§ **TASK GOAL**
Give back exactly the lines from the start of the entries below to the line holding "display:flex; gap:10px; padding:15px", that line included, and leave every picture out.

(Stored data)
━━━━━━━━━━

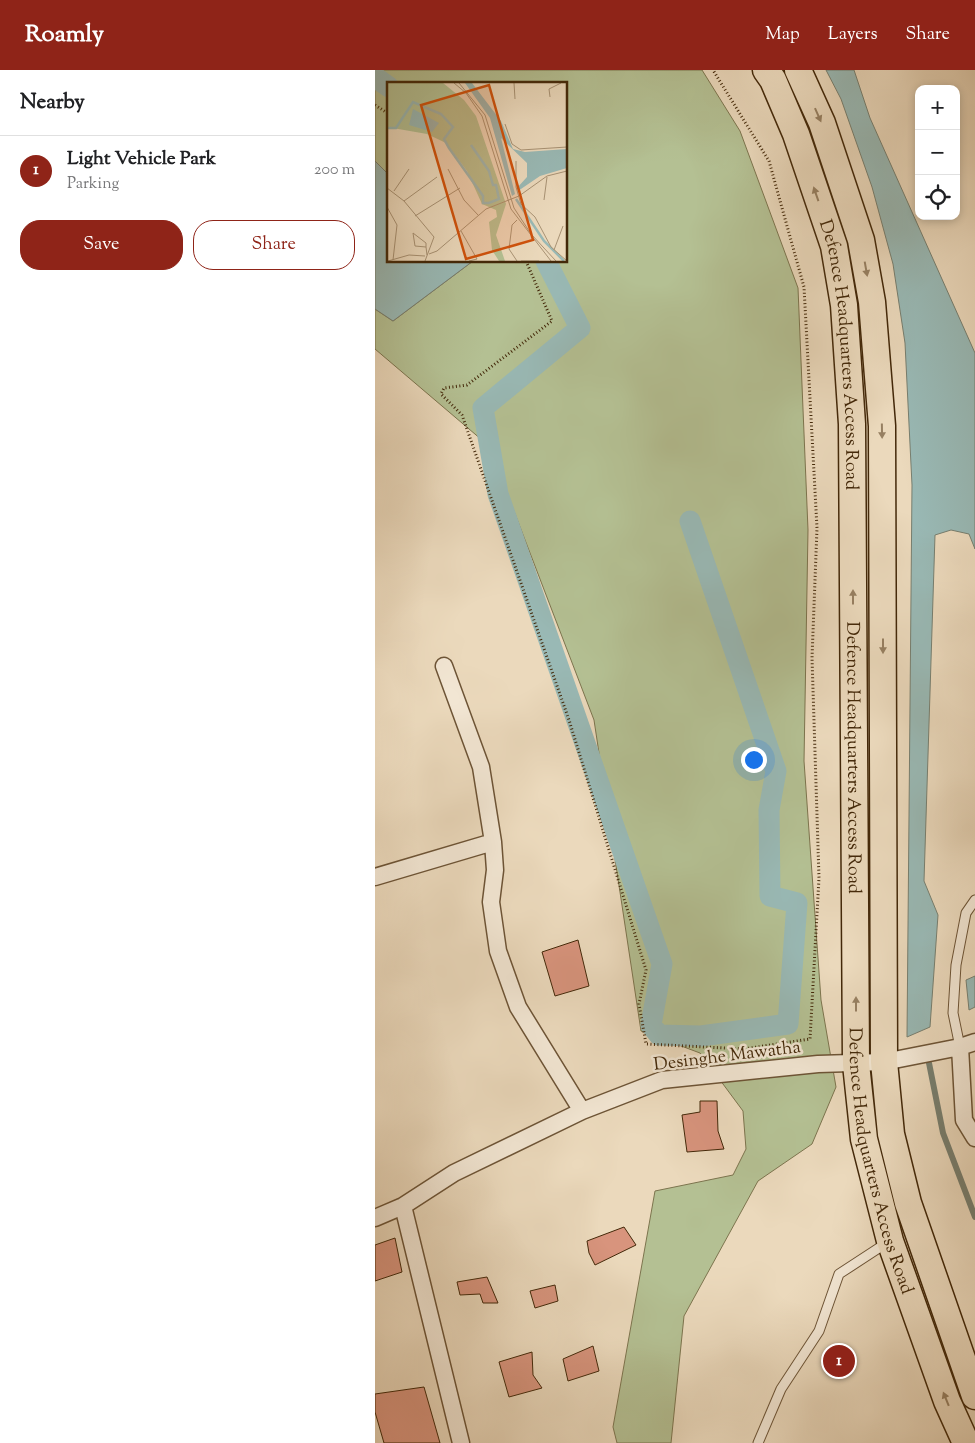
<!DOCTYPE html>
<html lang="en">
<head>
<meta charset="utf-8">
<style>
  body { margin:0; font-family:"Sorts Mill Goudy",serif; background:#f2f2f2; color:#202124 }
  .controls { position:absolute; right:15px; top:15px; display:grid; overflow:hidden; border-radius:10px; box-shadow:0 2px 8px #0003 }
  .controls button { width:45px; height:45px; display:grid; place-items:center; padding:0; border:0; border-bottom:1px solid #e0e0e0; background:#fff; color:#202124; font:25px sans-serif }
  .you { position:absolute; left:378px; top:689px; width:18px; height:18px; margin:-12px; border:4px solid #fff; border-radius:50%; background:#1a73e8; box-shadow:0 0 0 8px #1a73e833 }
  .badge { display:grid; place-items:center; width:32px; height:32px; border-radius:50%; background:#8f2418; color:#fff; font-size:16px; font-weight:700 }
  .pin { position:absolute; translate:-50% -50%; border:2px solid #fff; box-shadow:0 1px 5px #0006 }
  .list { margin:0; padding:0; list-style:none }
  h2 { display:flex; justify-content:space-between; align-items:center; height:65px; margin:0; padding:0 20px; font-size:21px }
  h2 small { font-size:16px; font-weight:400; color:#757577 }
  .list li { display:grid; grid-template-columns:32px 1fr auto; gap:15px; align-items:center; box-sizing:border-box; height:70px; padding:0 20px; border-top:1px solid #e0e0e0 }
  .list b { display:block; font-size:19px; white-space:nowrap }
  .list p { margin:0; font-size:16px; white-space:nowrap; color:#757577 }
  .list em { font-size:16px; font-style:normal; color:#757577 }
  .actions { display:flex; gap:10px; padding:15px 20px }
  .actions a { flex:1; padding:11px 0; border:1px solid #8f2418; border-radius:20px; text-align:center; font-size:18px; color:#8f2418 }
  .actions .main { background:#8f2418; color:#fff }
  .icon { flex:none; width:28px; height:28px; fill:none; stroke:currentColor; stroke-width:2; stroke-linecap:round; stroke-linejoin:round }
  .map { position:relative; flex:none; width:600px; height:1373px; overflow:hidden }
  header { display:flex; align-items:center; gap:30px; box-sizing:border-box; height:70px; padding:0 25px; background:#8f2418; color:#fff }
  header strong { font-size:24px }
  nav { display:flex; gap:28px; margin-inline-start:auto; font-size:18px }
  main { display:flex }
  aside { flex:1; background:#fff }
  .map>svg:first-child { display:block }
  .green { fill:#b4c093; stroke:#7c744e }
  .water { fill:#99b9b5; stroke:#777f70 }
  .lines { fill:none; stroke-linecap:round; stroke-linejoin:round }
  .stream { stroke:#777f70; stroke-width:6 }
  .canal { stroke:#99b9b5; stroke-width:21 }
  .building { fill:#d8947d; stroke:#432809 }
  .lane-casing { stroke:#6d5436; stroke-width:11 }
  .street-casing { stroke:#6d5436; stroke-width:19 }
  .primary-casing { stroke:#432809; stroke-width:29 }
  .path { stroke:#432809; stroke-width:3; stroke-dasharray:1 2.5; stroke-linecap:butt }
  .lane { stroke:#f2e6d3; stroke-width:9 }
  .street { stroke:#f2e6d3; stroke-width:16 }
  .primary { stroke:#ebd9bc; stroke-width:26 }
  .oneway { fill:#978062 }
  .labels { text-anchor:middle; stroke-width:5; stroke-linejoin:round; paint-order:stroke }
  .street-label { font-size:18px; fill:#432809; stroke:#f2e6d3 }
  .inset-river { fill:none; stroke:#99b9b5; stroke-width:2.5 }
  .inset-road { fill:none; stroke:#a89274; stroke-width:1 }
  .view { fill:#cf520c; fill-opacity:0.15; stroke:#cf520c; stroke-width:2.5 }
  .inset-edge { fill:none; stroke:#432809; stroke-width:2.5 }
</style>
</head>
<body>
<header>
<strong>Roamly</strong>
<nav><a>Map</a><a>Layers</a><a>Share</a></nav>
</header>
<main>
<aside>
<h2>Nearby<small></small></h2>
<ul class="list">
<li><span class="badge">1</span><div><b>Light Vehicle Park</b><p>Parking</p></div><em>200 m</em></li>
</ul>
<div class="actions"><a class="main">Save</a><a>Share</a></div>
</aside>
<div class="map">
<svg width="600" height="1373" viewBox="0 0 600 1373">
  <rect width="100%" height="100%" fill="#ebd9bc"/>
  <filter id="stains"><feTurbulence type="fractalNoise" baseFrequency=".004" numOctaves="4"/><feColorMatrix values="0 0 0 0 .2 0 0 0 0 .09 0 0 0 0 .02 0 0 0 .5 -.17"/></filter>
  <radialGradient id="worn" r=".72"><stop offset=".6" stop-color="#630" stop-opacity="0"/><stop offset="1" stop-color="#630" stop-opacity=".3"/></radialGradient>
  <path class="green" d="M0,0h327l38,61 58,157 10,242 -4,231 17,239 15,87 -24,57 -54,37 -74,135 -13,127h-54l-4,-16 42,-236 78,-16 13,-26 -3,-38 -43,-58 -59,-22 -47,-311 -105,-274 -114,-97v-40l18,12 80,-60h93v-177h-177v91l-14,-14z"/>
  <path class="water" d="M451,0h28l16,48 105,235v196l-6,-15 -18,-4 -16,5 -11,346 14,34 -8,112 -23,10 5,-552 -7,-142 -12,-79 -21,-77 -31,-88z
    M0,91l14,14v86h84l-80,60 -18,-12z
    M600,906v31l-6,3 -3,-30z"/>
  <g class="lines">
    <path class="stream" d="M554,993l14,70 32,84"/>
    <path class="canal" d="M0,7l14,10
      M171,191l34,67 -97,80 15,86 164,470 -11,61 8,10 42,1 87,-12 9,-121 -27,-7 -1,-86 7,-39 -86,-250"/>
  </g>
  <path class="building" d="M203,870l11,46 -34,10 -13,-44z
    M325,1031h17l1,30 6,18 -37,3 -5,-37 18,-3z
    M249,1157l12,18 -41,20 -6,-12 -2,-12z
    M20,1168l7,34 -27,9v-36z
    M112,1207l11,26h-15l-3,-9 -20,1 -3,-13z
    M180,1215l3,16 -23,7 -5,-17z
    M218,1276l6,25 -31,10 -5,-22z
    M157,1282l1,23 9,13 -33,9 -10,-35z
    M49,1317l16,56h-56l-9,-31v-18z"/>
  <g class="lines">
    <g class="lane-casing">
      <path id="lane" d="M585,977l-7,-34 3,-48 10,-52 9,-13
        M383,1373l23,-54 38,-58 20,-57 49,-32"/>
    </g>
    <g class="street-casing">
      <path id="street" d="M69,596l37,101 12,75 2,28 -4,32 7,49 20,56 64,104
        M0,807l118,-35
        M585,977l4,73 11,18
        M28,1136l58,237
        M0,1148l28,-12 51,-33 128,-62 80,-31 156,-16 66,-2 76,-15 15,-5"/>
    </g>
    <g class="primary-casing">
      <g id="primary">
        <path id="s1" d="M391,0l7,10 23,54 38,112 10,59 8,119 4,640 8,75 26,102 57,160 19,42"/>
        <path d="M423,0l24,53 39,117 11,62 10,124 2,636 7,72 17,69 67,193"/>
      </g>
    </g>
    <path class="path" d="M0,35l14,9
      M151,191l26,60 -85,64 -23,3 -3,6 21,21 107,305 77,250 -7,34 7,40 98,5 66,-10 9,-161 -7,-220 5,-130 -13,-241 -35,-126 -56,-91"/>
    <use href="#lane" class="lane"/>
    <use href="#street" class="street"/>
    <use href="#primary" class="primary"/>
  </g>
  <defs><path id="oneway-solid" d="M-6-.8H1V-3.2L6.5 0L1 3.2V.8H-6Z" transform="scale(1.25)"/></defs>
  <g class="oneway">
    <use href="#oneway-solid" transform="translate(443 45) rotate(66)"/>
    <use href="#oneway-solid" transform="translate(441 124) rotate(-109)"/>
    <use href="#oneway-solid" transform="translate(491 199) rotate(80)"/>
    <use href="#oneway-solid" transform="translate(507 361) rotate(89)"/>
    <use href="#oneway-solid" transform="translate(478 527) rotate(-90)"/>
    <use href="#oneway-solid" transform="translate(508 576) rotate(90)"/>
    <use href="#oneway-solid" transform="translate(481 934) rotate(-90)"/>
    <use href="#oneway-solid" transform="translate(571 1329) rotate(-112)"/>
  </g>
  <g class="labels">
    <g class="street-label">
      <text dy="6" stroke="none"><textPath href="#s1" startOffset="298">Defence Headquarters Access Road</textPath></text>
      <text dy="6" stroke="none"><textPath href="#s1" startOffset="702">Defence Headquarters Access Road</textPath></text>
      <text transform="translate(352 985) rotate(-7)" y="6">Desinghe Mawatha</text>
      <text dy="6" stroke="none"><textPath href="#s1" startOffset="1108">Defence Headquarters Access Road</textPath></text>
    </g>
  </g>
  <g transform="translate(12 12)">
    <rect width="180" height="180" fill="#ebd9bc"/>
    <path d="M0,1h56l21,17 12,16 30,88 -10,31 9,26h-6l-7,-11 -3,-28 8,-5 -1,-7 -14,-6 -15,-33 -21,-28 -19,-9 -40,-7z" fill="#b4c093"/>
    <path d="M78,1h7l29,38 12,28 12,3 42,-3v19l-27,8 -22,15 -1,-3 10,-11v-14l-26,-25 14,56 -3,2 -22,-78zM26,27l26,14 -7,9 -23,-7z" fill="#99b9b5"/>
    <path class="inset-river" d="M0,46h9l17,-26 28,12 12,13 -9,12 5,9 34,48v7h6l10,-4 -3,-14h-3l-4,-14 -18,-26M129,117l28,42 20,20"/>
    <path class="inset-road" d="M67,1l12,10 16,23 29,93 40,52M72,1l26,32 29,93 17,26 25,27M127,1l1,16M163,15l-1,-8 12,-6M118,42l7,20 9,6 46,-3M129,79v26l5,17 14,13 16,30 16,14M61,87l16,31 14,15M0,106l17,13 30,36 -9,24M7,109l15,-22M157,118l3,-23M17,119l33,-24M0,125l10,18 -4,35M28,134l45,-28M130,138l-5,5 -3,24 8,12M74,149l16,28 -8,2M39,165l-11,-1 -2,-13 13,10v4l1,8M167,168l9,-24M42,172l8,-3 49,-42 33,-13 28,-20 20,-5M1,179l21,-6 16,1M134,179h18"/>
    <path class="view" d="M102,3l44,155 -67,19 -45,-154z"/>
    <rect width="180" height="180" class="inset-edge"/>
  </g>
  <rect width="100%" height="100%" filter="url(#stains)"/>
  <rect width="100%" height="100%" fill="url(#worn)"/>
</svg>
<div class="controls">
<button>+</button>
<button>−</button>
<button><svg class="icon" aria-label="locate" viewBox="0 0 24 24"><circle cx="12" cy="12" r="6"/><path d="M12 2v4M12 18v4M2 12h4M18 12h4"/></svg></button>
</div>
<div class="you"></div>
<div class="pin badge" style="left:464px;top:1291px">1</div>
</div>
</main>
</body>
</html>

━━━━━━━━━━

§ **PROBLEM SOLUTION**
<!DOCTYPE html>
<html lang="en">
<head>
<meta charset="utf-8">
<style>
  body { margin:0; font-family:"Sorts Mill Goudy",serif; background:#f2f2f2; color:#202124 }
  .controls { position:absolute; right:15px; top:15px; display:grid; overflow:hidden; border-radius:10px; box-shadow:0 2px 8px #0003 }
  .controls button { width:45px; height:45px; display:grid; place-items:center; padding:0; border:0; border-bottom:1px solid #e0e0e0; background:#fff; color:#202124; font:25px sans-serif }
  .you { position:absolute; left:378px; top:689px; width:18px; height:18px; margin:-12px; border:4px solid #fff; border-radius:50%; background:#1a73e8; box-shadow:0 0 0 8px #1a73e833 }
  .badge { display:grid; place-items:center; width:32px; height:32px; border-radius:50%; background:#8f2418; color:#fff; font-size:16px; font-weight:700 }
  .pin { position:absolute; translate:-50% -50%; border:2px solid #fff; box-shadow:0 1px 5px #0006 }
  .list { margin:0; padding:0; list-style:none }
  h2 { display:flex; justify-content:space-between; align-items:center; height:65px; margin:0; padding:0 20px; font-size:21px }
  h2 small { font-size:16px; font-weight:400; color:#757577 }
  .list li { display:grid; grid-template-columns:32px 1fr auto; gap:15px; align-items:center; box-sizing:border-box; height:70px; padding:0 20px; border-top:1px solid #e0e0e0 }
  .list b { display:block; font-size:19px; white-space:nowrap }
  .list p { margin:0; font-size:16px; white-space:nowrap; color:#757577 }
  .list em { font-size:16px; font-style:normal; color:#757577 }
  .actions { display:flex; gap:10px; padding:15px 20px }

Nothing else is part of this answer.